▶ What you will do: Where does the word "canvas" appear in the data? Copy every line that holds it.

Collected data
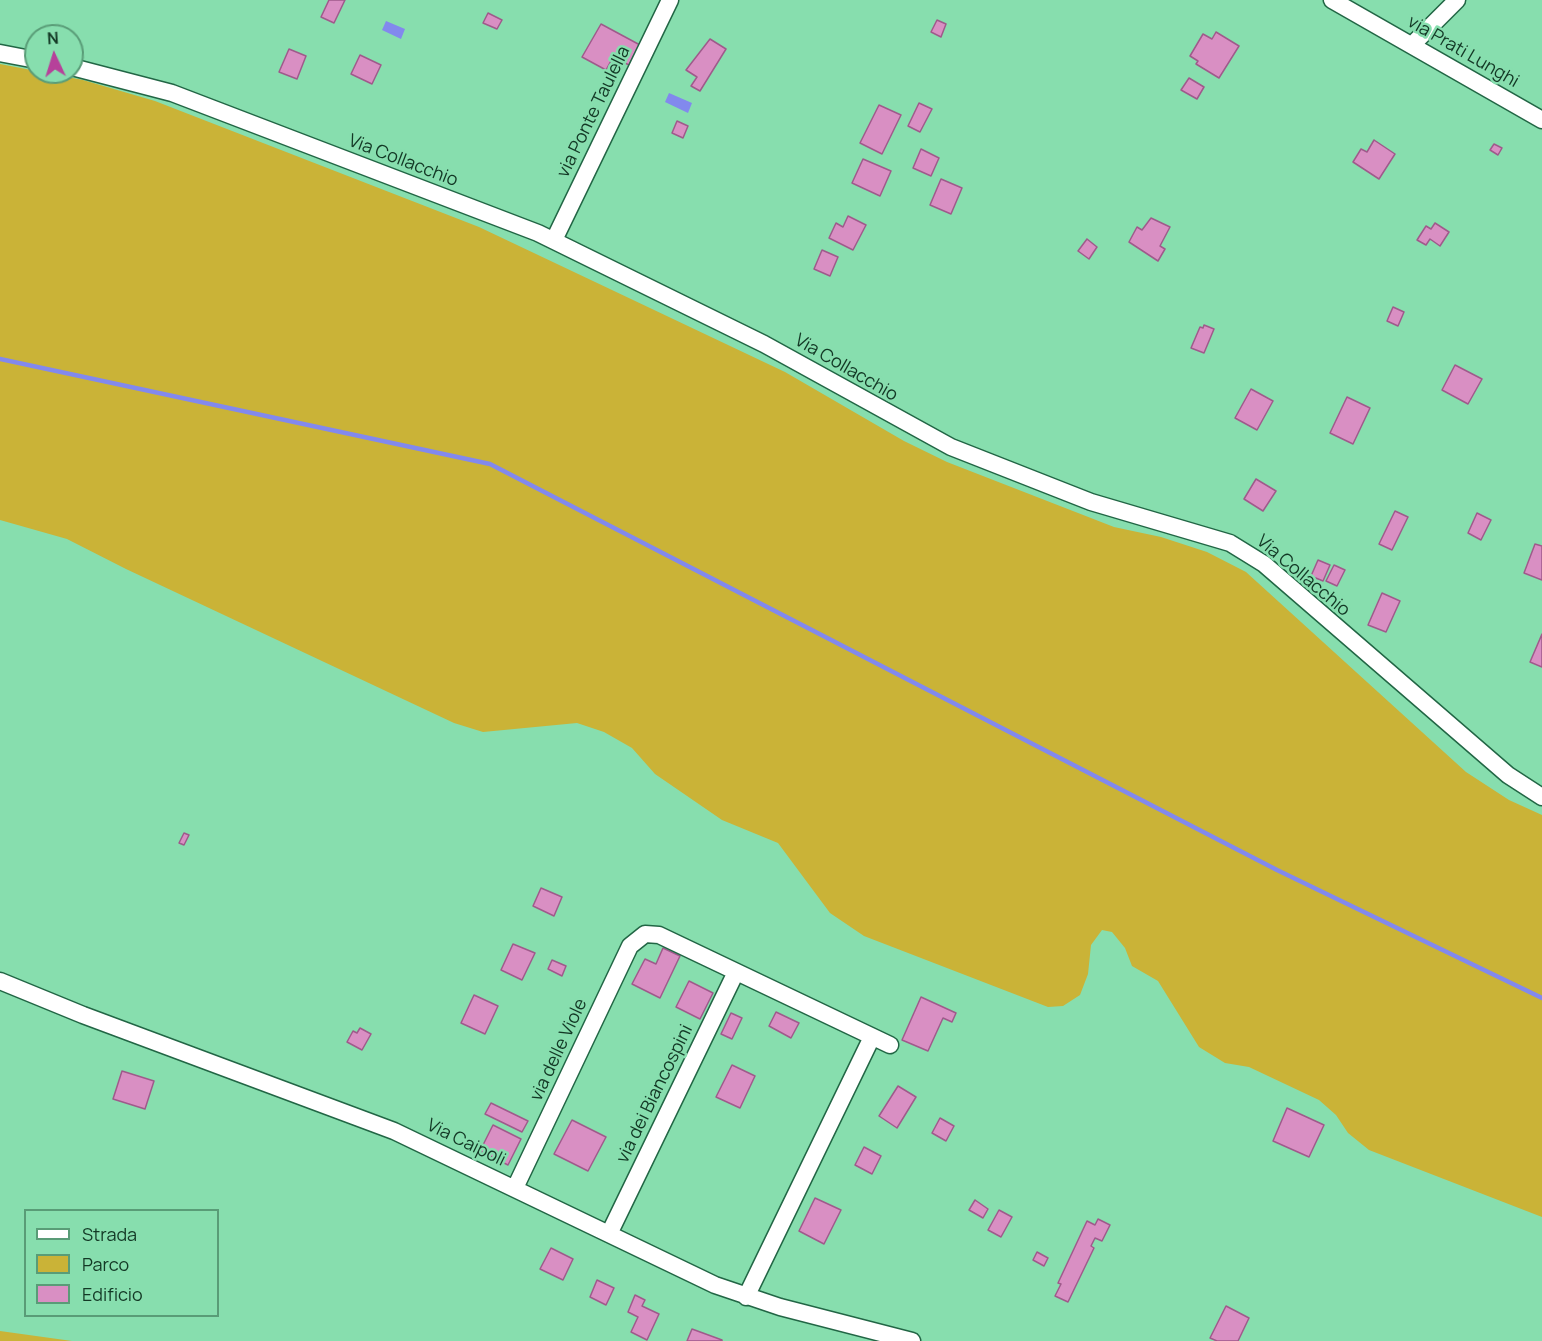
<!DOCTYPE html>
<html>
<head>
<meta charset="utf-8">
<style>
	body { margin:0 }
	#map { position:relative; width:1542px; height:1341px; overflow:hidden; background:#87deae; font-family:Manrope,sans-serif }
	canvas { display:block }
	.legend { position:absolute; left:24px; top:1209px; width:195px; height:108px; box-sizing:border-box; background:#87deae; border:2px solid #599c77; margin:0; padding:8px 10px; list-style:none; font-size:18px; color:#133825 }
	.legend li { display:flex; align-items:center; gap:12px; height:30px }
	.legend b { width:30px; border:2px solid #599c77 }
	.north { position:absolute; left:24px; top:24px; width:60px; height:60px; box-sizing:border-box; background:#87deae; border:2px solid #599c77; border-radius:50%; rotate:356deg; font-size:16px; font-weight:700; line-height:24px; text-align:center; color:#133825 }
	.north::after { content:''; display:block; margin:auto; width:21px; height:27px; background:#b6419a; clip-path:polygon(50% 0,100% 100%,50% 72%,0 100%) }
</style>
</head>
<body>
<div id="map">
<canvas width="1542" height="1341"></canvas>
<ul class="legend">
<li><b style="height:8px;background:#fff"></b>Strada</li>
<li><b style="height:16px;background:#cab337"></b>Parco</li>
<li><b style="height:16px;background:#d98fc3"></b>Edificio</li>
</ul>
<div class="north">N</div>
</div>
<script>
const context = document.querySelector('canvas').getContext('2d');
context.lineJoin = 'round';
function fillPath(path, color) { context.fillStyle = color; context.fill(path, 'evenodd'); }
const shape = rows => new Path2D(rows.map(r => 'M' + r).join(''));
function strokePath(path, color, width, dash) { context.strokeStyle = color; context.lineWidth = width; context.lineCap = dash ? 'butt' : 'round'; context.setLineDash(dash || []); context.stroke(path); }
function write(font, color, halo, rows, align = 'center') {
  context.font = font + ' Manrope,sans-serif'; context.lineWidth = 5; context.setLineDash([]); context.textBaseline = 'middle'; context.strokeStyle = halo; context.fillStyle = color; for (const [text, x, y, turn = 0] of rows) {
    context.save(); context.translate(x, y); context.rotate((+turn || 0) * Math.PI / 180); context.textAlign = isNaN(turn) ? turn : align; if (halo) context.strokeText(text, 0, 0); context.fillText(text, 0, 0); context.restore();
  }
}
fillPath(shape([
	[0,64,83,80,155,101,479,227,785,372,904,441,947,462,1114,527,1161,537,1207,552,1246,572,1466,772,1509,800,1542,815,1542,1217,1369,1150,1348,1133,1336,1115,1319,1100,1249,1067,1225,1063,1199,1047,1158,981,1132,966,1125,948,1112,932,1102,930,1091,945,1088,974,1080,995,1063,1006,1048,1007,864,936,830,913,778,843,722,820,655,774,632,748,604,732,577,723,483,732,454,723,126,569,67,539,0,520],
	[0,1331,72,1341,0,1341]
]), '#cab337');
fillPath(shape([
	[386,21,405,29,401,39,382,30],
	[669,93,692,103,688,113,665,102]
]), '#8289ed');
strokePath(shape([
	[0,359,490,464,1277,870,1542,998]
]), '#8289ed', 4.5);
const building = shape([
	[329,0,345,0,334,23,321,17,329,0],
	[488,13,502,20,497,29,483,23,488,13],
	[937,20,946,24,941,37,931,32,937,20],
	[601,24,640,45,629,65,613,57,606,70,582,57,601,24],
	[1216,32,1239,46,1219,78,1196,64,1198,61,1190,56,1203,34,1212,39,1216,32],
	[710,39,726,49,700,91,691,86,697,77,686,70,710,39],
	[289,49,306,56,297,79,279,72,289,49],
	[360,55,381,65,372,84,351,74,360,55],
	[1189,78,1204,87,1197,99,1181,90,1189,78],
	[919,103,932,109,920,132,908,126,919,103],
	[879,105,901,115,882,154,860,143,879,105],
	[677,121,688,126,683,138,672,133,677,121],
	[1374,140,1395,154,1379,179,1353,162,1361,149,1367,152,1374,140],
	[1494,144,1502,148,1498,155,1490,150,1494,144],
	[921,149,939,158,931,176,913,168,921,149],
	[863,159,891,171,880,196,852,183,863,159],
	[941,179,962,188,951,214,930,205,941,179],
	[848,216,866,225,853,250,829,238,836,223,843,227,848,216],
	[1151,218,1170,227,1160,246,1165,249,1158,261,1129,242,1137,227,1142,230,1151,218],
	[1435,223,1449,232,1440,246,1430,239,1426,245,1417,240,1426,226,1431,229,1435,223],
	[1087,239,1097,247,1089,259,1078,251,1087,239],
	[822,250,838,257,830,276,814,269,822,250],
	[1393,307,1404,312,1398,326,1387,321,1393,307],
	[1204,325,1214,329,1204,353,1191,348,1200,327,1203,328,1204,325],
	[1455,365,1482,379,1468,404,1442,390,1455,365],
	[1251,389,1273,401,1257,430,1235,418,1251,389],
	[1347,397,1370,408,1353,444,1330,433,1347,397],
	[1256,479,1276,491,1263,511,1244,499,1256,479],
	[1395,511,1408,517,1392,550,1379,544,1395,511],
	[1477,513,1491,520,1481,540,1468,533,1477,513],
	[1535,544,1542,546,1542,580,1524,573,1535,544],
	[1318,560,1330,565,1323,581,1311,576,1318,560],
	[1334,565,1345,570,1337,586,1326,581,1334,565],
	[1382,593,1400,601,1386,632,1368,625,1382,593],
	[1542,634,1542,667,1530,662,1542,634],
	[184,833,189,835,184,845,179,843,184,833],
	[541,888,562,897,554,916,533,906,541,888],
	[513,944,535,953,522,980,501,970,513,944],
	[663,948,680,956,660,998,632,984,645,959,656,964,663,948],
	[552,960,566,966,562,976,548,969,552,960],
	[689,981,713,993,700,1019,676,1007,689,981],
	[474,995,498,1006,485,1034,461,1023,474,995],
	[921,997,956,1013,952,1022,943,1018,928,1051,902,1040,921,997],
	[776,1012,799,1023,791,1038,769,1026,776,1012],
	[731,1013,742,1018,732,1039,721,1034,731,1013],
	[360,1028,371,1034,362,1050,347,1042,353,1031,357,1033,360,1028],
	[732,1065,755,1076,740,1108,716,1097,732,1065],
	[122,1071,154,1081,145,1109,113,1099,122,1071],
	[898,1086,916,1097,897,1128,879,1116,898,1086],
	[491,1103,528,1121,522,1132,485,1114,491,1103],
	[1287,1108,1324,1125,1309,1157,1273,1141,1287,1108],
	[940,1118,954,1126,946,1141,932,1133,940,1118],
	[572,1120,606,1137,588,1171,554,1154,572,1120],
	[493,1125,521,1139,508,1165,480,1151,493,1125],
	[864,1147,881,1156,872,1174,855,1165,864,1147],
	[815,1198,841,1210,824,1244,799,1231,815,1198],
	[975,1200,988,1209,983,1218,969,1210,975,1200],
	[999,1210,1012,1217,1001,1237,988,1230,999,1210],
	[1098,1219,1110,1225,1102,1241,1095,1238,1091,1246,1094,1248,1068,1302,1055,1296,1061,1284,1058,1283,1087,1221,1095,1225,1098,1219],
	[551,1248,573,1259,563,1280,540,1269,551,1248],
	[1037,1252,1048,1258,1044,1266,1033,1260,1037,1252],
	[597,1280,614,1288,606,1305,590,1297,597,1280],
	[635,1295,645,1300,642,1306,659,1314,647,1340,631,1332,638,1317,628,1312,635,1295],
	[1226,1306,1249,1318,1238,1341,1217,1341,1210,1338,1226,1306],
	[692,1329,722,1340,722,1341,687,1341,692,1329]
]);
fillPath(building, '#d98fc3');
strokePath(building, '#9f5a8b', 1.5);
const minor = shape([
	[1332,0,1542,120],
	[1412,45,1457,0],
	[0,53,36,60],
	[72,67,172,93,538,233,764,344,951,447,1091,502,1230,543,1264,564,1508,775,1542,797],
	[554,240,670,0],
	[0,981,83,1015,394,1131,715,1285,780,1307,912,1341],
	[515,1188,630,946,645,934,659,935,890,1045],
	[609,1234,736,972],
	[746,1297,872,1037]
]);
strokePath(minor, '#226645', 19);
strokePath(minor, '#fff', 16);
write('18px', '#133825', '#87deae', [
	["via Prati Lunghi",1463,52,30],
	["via Ponte Taulella",594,112,-64],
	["Via Collacchio",403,161,21],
	["Via Collacchio",846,368,30],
	["Via Collacchio",1303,576,40],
	["via delle Viole",559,1050,-65],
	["via dei Biancospini",655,1094,-64],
	["Via Caipoli",466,1143,26]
]);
</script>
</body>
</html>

▶ Answer to the exercise:
	canvas { display:block }
<canvas width="1542" height="1341"></canvas>
const context = document.querySelector('canvas').getContext('2d');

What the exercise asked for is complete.